---------- RECORDS FOR THIS TASK

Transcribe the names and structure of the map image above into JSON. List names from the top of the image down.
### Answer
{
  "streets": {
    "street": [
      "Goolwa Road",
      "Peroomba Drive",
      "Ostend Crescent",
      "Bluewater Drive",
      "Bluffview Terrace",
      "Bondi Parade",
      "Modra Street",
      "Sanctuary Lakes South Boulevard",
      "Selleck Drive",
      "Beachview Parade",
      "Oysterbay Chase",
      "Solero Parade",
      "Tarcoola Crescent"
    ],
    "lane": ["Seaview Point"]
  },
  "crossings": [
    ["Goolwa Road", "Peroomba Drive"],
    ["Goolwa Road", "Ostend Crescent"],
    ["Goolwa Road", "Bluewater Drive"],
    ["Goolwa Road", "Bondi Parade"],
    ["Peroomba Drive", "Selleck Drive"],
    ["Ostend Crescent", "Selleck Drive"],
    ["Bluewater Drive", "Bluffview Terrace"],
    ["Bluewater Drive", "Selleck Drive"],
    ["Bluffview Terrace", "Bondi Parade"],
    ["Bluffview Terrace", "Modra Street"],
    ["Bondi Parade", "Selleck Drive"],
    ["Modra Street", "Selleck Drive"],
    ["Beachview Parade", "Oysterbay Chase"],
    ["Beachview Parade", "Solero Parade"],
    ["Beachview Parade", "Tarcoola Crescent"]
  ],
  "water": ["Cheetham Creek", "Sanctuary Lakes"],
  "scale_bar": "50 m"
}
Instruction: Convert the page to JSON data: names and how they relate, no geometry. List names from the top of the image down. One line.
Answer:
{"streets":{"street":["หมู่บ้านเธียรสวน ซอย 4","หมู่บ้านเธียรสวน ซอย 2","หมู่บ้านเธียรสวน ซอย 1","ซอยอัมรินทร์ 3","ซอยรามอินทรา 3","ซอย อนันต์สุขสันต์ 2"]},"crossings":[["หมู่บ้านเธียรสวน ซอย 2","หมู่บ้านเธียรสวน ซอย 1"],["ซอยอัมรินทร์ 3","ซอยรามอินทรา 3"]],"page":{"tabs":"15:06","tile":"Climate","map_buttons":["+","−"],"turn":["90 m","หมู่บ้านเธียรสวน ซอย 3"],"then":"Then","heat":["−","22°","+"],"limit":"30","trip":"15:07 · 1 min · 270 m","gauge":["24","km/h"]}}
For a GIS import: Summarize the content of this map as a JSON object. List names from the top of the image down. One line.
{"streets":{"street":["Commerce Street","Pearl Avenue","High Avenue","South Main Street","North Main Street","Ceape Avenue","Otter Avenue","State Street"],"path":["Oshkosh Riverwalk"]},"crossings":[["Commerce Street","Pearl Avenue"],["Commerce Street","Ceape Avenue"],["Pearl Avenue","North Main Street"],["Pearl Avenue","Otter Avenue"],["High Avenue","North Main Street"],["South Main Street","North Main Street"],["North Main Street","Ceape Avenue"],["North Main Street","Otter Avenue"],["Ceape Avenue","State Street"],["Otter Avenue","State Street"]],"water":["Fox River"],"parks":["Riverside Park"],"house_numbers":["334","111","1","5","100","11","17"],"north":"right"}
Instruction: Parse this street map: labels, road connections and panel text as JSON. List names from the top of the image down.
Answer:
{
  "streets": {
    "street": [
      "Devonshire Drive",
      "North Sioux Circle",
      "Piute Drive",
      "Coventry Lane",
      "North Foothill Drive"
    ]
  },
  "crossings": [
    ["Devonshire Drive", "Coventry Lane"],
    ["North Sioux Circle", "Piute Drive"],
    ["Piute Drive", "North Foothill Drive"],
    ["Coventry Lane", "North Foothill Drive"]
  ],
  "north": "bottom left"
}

--------------------

PROBLEM DETAILS:
Check each line of the data above for the word "Instruction" and say how many lines contain it, giving nothing besides the number.

ANSWER BOX:
2